Eyeing Glen the ham vacuum once more, I downed my creation in one gulp. Then the world exploded and my head opened and my brain floated up and started flying away, up over the party platter and through the roof and out into the night where it danced the skies on laughter-silvered wings before waving goodbye to me and the ham and Tom Cruise, who was there now, too, and the laws of physics and the laws of time.
I must have had one wild night.
Because here I am, skull intact—as best I can tell—and this funny taste in my mouth and a mind filled with memories of stuff that hasn’t happened yet. Yes, my brain visited the future. Here’s what’s going to happen in 2010:
• Sen. Abel Maldonado is confirmed as lieutenant governor, pleasing Republicans. The confirmation also angers Republicans, pleases Democrats, angers Democrats, and stirs jealousy in First Lady Maria Shriver, who worries she’ll be replaced as Gov. Arnold Schwarzenegger’s main squeeze.
• Smoking is outlawed in San Luis Obispo. Everywhere.
• Dave Romero decides to give it another go for the mayor slot, but his human body is failing him. So in a Six Million Dollar Man ploy he gets fitted with cyborg parts. Vote Robo Romero 2010—OR BE DESTROYED!
• Following the Mother’s Tavern name change to Mo Tav, other downtown drinking establishments follow suit. The Library becomes the Li. Black Sheep becomes Bleep. Frog and Peach becomes Frog Pea.
• Having bought up Ausra and Optisolar’s Carrizo-based solar projects, First Solar sells to a new company, Sunpowergy, confusing residents and local environmentalists even more.
• Now that the Pope has been attacked outside the protection of his Pope-mobile, the Vatican builds a more suitable pedestrian shield: The Pope Hamster Ball.
• Drinking is outlawed in San Luis Obispo.
• Dan DeVaul starts his own religion. Mandatory religious garments include suspenders and leather hats. The holy text is peppered with folksy aphorisms and a healthy dose of cussin’.
• County employees finally gnash their teeth and hunt for the blood of those who squandered their pension fund through waste, stupidity, and insane investment schemes. Union leader Kimberly Daniels remains characteristically silent and coos softly as she’s petted by the SLO County higher-ups.

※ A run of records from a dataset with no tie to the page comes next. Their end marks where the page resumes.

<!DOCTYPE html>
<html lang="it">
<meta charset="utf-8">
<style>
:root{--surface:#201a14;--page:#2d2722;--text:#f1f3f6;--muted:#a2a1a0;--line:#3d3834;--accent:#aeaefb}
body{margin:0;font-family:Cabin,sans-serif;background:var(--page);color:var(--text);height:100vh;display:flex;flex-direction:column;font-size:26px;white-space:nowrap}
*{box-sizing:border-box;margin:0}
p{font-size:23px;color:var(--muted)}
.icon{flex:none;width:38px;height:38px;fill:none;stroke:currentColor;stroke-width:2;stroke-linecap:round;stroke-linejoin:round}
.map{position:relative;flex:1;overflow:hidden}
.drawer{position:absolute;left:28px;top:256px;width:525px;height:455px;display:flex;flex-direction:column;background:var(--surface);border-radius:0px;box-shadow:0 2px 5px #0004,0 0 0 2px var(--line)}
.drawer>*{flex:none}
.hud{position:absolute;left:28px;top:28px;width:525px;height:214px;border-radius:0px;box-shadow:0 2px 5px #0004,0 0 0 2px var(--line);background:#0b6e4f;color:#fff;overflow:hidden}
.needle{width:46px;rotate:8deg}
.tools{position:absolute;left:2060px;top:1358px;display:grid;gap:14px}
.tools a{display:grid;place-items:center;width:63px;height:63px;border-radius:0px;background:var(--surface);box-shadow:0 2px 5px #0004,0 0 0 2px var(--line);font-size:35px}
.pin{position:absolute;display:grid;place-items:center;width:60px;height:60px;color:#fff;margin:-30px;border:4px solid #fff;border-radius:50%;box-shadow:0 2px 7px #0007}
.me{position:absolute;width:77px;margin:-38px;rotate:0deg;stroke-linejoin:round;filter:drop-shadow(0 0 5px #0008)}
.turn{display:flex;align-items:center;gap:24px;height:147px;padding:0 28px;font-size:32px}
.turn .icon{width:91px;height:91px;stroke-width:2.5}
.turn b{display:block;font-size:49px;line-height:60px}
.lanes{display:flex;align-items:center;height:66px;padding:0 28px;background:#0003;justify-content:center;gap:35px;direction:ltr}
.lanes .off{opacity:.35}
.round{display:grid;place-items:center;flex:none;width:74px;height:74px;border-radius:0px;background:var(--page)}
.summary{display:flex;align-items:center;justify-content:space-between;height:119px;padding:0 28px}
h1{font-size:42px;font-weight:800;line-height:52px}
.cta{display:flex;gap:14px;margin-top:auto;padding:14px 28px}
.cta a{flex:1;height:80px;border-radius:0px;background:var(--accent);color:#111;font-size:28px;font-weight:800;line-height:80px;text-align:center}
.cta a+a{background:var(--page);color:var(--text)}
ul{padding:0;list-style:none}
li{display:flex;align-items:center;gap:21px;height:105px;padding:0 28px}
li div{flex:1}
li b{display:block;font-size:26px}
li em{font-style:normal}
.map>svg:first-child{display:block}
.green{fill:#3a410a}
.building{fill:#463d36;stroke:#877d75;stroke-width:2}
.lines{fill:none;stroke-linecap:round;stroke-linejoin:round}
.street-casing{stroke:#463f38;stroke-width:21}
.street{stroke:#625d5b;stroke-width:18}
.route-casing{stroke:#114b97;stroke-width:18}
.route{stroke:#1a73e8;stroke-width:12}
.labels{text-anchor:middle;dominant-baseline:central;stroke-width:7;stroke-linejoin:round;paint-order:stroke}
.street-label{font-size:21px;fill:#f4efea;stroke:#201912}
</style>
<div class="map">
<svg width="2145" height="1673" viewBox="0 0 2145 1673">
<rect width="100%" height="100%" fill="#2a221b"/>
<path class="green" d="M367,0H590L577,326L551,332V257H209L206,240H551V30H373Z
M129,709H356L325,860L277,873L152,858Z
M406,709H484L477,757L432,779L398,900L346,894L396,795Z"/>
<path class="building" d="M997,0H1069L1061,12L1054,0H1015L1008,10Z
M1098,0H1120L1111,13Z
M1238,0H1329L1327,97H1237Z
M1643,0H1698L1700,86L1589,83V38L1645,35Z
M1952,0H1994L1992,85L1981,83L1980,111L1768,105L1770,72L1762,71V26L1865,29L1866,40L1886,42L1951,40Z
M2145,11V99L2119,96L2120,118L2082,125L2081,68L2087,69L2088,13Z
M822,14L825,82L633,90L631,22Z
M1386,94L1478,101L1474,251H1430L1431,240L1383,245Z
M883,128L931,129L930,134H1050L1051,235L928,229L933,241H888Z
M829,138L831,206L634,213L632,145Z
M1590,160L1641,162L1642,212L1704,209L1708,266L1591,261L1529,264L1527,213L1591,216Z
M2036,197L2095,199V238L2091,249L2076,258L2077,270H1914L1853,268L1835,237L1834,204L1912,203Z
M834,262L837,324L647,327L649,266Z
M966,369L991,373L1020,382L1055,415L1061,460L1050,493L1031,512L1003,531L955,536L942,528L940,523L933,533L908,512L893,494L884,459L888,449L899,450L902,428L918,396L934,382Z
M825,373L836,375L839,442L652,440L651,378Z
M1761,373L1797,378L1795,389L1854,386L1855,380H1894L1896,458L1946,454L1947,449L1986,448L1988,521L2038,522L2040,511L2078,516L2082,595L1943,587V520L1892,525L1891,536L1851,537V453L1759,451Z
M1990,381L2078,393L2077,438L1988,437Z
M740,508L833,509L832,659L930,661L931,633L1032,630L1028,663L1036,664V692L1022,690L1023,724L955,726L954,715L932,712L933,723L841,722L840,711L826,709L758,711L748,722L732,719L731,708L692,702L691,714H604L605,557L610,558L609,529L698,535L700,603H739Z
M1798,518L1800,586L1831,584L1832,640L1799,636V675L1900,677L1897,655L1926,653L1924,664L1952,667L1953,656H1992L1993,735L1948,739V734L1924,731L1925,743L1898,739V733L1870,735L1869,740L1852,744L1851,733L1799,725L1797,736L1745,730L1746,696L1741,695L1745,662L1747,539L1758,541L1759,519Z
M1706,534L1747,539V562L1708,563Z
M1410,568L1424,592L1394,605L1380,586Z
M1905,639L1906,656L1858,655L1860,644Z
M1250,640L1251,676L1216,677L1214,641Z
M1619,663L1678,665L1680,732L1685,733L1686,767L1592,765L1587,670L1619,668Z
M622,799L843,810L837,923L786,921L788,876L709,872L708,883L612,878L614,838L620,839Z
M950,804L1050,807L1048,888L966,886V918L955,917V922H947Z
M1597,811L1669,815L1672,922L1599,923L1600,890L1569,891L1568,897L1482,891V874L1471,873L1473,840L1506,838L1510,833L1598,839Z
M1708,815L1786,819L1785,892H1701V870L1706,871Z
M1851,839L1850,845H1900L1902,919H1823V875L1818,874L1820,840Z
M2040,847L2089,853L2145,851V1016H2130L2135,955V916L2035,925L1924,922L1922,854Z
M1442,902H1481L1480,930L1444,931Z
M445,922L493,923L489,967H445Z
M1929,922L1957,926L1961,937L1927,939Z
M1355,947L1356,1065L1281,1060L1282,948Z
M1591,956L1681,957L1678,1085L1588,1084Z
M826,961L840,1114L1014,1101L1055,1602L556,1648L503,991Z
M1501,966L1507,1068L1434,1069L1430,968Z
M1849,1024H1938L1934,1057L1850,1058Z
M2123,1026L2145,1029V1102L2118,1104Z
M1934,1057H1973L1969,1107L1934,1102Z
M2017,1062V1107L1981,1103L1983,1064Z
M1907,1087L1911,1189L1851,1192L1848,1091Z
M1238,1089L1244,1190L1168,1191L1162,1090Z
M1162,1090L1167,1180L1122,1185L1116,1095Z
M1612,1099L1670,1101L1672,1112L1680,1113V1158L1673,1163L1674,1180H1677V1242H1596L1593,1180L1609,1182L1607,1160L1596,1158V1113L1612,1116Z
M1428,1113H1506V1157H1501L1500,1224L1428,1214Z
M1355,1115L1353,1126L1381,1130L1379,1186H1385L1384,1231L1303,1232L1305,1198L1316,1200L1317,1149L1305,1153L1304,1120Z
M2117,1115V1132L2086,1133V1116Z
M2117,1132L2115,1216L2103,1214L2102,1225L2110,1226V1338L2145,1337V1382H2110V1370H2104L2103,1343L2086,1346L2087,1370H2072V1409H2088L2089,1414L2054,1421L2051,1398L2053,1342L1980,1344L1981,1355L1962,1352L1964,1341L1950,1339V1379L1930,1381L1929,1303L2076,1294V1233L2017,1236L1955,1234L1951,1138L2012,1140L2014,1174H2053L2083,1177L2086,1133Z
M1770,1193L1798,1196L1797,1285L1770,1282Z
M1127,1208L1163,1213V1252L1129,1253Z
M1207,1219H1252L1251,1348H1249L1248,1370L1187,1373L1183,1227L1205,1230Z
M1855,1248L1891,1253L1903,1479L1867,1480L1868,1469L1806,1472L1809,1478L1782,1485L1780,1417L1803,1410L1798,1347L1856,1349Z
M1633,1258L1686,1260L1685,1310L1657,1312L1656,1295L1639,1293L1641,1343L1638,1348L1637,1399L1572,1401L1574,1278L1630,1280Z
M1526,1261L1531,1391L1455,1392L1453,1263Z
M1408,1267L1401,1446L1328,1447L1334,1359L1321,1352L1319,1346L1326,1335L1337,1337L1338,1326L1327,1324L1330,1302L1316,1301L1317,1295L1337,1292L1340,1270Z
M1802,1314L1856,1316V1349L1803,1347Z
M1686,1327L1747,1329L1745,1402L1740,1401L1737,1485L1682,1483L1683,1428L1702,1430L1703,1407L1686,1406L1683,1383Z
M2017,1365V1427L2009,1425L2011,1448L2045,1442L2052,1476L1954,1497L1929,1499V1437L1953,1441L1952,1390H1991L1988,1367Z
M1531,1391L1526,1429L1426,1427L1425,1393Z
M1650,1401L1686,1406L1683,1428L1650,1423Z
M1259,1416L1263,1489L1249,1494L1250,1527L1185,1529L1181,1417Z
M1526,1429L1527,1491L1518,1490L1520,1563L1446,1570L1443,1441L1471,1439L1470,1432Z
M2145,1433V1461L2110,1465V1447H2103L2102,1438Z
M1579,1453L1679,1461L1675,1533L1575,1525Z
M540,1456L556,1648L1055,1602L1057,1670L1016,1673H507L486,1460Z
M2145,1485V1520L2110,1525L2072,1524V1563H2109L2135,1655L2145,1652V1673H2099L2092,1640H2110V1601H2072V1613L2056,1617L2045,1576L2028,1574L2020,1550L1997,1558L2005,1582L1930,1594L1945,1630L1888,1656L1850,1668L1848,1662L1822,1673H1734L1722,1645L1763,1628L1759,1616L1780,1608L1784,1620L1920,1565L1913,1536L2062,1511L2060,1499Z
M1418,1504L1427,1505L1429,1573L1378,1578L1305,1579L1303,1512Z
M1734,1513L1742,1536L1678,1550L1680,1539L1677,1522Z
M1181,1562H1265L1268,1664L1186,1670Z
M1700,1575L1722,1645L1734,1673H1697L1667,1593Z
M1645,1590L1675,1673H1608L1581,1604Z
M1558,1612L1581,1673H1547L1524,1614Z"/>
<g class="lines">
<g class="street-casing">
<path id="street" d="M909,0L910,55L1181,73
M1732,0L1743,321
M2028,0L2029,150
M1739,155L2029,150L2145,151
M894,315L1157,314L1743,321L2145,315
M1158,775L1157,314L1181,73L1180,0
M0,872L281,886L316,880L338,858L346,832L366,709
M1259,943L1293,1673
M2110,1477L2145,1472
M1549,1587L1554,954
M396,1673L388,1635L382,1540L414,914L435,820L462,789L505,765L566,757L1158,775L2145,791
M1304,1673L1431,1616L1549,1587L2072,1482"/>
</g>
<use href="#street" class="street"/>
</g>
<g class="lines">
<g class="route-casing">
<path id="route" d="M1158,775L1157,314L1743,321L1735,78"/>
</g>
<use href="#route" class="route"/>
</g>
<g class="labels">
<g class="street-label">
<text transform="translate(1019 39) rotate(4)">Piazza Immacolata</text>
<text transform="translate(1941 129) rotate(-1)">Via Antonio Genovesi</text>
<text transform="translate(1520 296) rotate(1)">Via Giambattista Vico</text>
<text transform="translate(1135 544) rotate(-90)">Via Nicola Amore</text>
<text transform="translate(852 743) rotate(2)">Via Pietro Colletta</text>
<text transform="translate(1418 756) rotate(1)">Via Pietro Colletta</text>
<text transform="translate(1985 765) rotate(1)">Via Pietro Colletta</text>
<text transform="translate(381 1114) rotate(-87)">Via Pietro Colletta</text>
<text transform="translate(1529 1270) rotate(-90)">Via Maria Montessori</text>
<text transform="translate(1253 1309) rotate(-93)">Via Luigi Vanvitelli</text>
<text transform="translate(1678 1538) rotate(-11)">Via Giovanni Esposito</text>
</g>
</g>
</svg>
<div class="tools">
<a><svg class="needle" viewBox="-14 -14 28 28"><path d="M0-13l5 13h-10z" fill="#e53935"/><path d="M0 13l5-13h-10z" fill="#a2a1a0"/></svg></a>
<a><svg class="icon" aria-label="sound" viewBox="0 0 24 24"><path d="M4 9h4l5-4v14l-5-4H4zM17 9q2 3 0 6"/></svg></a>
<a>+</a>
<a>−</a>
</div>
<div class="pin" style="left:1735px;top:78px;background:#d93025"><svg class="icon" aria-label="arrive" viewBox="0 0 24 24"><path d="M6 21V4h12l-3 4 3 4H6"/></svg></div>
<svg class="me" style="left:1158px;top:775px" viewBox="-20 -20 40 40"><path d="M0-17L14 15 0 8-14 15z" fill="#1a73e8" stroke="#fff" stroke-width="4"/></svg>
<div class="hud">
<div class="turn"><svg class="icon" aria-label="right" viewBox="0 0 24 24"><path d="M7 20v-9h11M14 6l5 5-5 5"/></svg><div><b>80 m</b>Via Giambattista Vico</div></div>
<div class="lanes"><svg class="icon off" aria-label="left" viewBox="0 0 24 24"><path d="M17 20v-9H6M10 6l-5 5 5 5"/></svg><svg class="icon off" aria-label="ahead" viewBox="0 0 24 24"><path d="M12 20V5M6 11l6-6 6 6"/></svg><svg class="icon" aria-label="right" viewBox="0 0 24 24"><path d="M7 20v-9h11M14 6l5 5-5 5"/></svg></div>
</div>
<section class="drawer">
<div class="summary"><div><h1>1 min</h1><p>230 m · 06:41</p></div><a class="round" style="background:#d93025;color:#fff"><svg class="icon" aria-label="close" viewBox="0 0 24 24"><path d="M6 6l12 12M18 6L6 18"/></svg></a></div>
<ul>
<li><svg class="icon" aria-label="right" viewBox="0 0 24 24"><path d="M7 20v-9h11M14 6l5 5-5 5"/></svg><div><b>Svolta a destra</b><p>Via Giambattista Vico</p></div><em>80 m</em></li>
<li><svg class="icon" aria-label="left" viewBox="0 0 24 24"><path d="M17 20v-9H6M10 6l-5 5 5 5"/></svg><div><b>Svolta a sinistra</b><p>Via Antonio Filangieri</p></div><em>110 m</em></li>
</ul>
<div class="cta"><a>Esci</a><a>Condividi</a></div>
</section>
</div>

• Gov. Schwarzenegger goes missing, elevating Lt. Gov. Maldonado to acting governor. The ascension pleases and angers Republicans and Democrats alike.

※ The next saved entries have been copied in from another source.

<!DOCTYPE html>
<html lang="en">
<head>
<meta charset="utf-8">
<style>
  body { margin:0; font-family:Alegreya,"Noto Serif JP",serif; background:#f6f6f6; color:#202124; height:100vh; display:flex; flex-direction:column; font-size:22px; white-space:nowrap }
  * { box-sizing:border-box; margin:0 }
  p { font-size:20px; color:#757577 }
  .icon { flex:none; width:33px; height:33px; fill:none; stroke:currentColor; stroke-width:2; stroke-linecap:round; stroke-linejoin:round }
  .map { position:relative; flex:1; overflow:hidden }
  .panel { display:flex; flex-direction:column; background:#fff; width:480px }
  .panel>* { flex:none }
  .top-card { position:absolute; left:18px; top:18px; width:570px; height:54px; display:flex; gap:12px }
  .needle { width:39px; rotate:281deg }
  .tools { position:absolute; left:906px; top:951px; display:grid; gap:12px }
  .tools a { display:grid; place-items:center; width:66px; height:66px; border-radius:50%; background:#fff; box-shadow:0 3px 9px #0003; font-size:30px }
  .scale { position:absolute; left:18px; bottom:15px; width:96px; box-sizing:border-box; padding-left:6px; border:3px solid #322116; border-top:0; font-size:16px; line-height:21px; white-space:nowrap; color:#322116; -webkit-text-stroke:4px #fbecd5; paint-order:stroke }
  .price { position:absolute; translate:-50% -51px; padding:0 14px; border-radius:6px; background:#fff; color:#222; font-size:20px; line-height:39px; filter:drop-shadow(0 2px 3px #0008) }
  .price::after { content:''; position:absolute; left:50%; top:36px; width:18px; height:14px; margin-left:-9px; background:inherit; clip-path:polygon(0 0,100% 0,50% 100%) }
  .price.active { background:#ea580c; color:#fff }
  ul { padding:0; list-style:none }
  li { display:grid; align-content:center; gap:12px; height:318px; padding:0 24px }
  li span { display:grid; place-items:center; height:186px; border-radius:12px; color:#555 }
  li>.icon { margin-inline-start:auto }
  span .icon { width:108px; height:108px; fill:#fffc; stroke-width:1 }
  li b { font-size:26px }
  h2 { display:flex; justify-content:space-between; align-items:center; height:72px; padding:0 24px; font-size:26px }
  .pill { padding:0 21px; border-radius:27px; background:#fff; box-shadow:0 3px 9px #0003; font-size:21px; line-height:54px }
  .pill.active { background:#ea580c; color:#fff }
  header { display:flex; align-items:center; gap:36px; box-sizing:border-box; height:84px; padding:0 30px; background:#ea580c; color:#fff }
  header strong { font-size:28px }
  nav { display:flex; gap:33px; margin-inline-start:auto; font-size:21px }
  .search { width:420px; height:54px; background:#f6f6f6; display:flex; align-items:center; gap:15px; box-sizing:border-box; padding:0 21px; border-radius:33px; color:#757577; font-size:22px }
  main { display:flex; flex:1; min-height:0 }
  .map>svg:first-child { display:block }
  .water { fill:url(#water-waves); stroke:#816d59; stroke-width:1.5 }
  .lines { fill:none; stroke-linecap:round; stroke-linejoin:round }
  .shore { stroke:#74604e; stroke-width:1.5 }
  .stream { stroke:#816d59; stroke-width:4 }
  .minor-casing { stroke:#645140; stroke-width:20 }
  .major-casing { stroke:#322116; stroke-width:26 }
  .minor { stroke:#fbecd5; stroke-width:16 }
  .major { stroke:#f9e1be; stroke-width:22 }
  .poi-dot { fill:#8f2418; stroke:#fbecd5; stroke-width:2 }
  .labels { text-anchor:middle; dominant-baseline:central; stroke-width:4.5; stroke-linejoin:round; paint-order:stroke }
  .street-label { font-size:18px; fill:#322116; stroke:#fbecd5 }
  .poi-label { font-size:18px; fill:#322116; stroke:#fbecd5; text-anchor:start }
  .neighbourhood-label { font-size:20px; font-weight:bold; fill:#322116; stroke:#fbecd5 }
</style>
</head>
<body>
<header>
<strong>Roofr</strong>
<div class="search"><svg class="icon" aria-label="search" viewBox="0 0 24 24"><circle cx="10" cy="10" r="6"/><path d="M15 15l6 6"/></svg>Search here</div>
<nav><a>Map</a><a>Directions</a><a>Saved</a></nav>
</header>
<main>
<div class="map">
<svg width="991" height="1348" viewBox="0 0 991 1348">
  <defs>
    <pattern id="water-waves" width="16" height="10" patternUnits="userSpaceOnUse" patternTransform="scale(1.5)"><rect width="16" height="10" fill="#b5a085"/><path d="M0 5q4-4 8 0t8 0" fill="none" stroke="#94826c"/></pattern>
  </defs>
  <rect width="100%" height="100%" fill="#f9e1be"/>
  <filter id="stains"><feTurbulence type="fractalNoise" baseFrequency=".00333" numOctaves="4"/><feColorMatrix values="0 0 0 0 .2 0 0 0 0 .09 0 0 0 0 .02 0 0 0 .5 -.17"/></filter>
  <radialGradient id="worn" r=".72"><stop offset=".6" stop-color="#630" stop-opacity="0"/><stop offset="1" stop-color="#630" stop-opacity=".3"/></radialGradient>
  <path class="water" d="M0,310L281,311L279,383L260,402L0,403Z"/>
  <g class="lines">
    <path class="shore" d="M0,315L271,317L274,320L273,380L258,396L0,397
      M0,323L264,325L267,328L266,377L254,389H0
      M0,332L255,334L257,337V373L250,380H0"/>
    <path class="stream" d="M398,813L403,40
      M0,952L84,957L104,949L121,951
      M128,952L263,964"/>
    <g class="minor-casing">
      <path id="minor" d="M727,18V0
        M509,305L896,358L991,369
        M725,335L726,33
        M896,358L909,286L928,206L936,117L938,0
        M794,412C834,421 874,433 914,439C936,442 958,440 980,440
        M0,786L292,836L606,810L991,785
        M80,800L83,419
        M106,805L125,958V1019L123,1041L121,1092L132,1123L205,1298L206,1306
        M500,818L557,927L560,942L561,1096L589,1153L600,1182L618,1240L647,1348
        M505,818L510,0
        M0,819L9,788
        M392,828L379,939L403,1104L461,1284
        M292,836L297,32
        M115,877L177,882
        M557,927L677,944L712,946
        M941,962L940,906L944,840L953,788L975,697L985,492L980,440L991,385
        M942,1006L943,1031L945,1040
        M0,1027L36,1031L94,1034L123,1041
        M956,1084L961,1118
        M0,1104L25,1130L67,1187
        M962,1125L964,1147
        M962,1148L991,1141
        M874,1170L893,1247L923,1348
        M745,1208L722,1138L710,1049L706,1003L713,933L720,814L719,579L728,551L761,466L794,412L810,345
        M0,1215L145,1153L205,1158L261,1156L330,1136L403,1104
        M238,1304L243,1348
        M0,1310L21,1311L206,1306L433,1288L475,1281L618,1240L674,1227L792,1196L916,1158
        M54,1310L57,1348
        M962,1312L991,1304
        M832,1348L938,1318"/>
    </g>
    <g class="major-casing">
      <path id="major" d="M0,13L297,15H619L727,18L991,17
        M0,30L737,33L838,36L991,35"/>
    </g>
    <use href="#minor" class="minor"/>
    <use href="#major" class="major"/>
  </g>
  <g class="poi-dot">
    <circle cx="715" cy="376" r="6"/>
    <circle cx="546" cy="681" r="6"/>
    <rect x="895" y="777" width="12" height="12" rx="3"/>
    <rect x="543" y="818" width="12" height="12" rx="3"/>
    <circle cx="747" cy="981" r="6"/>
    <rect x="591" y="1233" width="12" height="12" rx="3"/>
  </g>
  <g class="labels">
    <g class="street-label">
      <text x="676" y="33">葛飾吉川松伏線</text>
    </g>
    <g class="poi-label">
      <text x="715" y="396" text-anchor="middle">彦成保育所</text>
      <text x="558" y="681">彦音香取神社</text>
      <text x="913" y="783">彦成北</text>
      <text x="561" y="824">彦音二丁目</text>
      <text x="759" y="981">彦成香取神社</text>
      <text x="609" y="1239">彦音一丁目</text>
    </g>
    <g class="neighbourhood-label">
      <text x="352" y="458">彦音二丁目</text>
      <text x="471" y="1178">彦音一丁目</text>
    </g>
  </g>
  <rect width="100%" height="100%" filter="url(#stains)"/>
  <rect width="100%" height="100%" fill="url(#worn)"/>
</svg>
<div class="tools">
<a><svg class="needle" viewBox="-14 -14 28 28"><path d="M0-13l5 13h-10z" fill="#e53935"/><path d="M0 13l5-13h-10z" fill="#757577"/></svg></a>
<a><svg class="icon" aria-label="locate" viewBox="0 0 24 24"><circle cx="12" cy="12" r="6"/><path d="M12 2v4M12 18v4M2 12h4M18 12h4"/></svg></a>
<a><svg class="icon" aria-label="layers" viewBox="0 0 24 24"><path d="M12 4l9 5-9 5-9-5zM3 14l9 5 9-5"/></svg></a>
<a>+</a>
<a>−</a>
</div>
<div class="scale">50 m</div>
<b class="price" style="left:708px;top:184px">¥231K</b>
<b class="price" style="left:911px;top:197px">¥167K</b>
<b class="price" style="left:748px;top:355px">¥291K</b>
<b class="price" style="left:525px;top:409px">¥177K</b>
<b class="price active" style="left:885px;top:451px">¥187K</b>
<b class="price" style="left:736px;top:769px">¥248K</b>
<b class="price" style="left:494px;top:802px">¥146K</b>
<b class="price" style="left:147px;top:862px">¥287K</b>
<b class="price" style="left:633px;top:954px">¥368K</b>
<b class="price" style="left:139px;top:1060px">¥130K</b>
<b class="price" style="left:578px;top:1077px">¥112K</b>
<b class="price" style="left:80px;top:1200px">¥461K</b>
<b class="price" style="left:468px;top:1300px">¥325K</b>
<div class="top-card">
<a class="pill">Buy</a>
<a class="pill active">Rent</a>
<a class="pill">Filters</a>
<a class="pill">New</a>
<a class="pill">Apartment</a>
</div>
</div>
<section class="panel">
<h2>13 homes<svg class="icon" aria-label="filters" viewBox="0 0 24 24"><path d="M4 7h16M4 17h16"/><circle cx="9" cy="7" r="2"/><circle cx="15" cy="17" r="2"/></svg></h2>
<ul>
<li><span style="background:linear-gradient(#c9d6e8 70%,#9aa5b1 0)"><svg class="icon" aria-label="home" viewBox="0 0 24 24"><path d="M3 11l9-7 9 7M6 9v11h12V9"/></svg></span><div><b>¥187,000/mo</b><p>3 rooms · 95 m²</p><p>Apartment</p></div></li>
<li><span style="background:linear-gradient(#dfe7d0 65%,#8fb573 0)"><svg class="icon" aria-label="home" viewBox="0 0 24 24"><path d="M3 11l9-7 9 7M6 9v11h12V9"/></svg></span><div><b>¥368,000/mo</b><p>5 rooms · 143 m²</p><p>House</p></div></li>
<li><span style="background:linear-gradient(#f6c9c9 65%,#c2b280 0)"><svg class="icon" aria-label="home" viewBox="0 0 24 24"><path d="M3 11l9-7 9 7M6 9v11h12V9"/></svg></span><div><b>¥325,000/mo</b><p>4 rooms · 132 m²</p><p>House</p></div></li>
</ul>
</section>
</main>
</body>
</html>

• Sheriff’s candidate Jerry Lenthall wins a landslide vote after grinding the bones of opponent Ian Parkinson to make his bread. Under his rule, every New Times employee goes bankrupt from traffic tickets. Even the ones without cars.
• Thinking about smoking is outlawed in San Luis Obispo.
• Chuck Lidell loses New Times sponsored Jello fight to Jack LaLanne.
• SLO County Animal Services rescues dozens of orphaned otter pups, but has no room to keep them and donates the pelts to Sarah Palin for her newest throw rug.
• Residents lobby Barack Obama after the U.S. Supreme Court rules against an appeal on the Los Osos Sewer Project.
• The San Luis Obispo Chamber of Commerce circulates a survey to take the city’s temperature on banning dancing. Members also begin casting suspicious glances at copies of Catcher in the Rye.
• Gov. Maldonado announces his intentions to run for president of the United States as a candidate of the revived Bull Moose Party.
• Legislation that would legalize and tax marijuana use takes some significant steps forward, not that it would help Charles Lynch at all.
• Otherwise, everything else pretty much stays the same, just like always.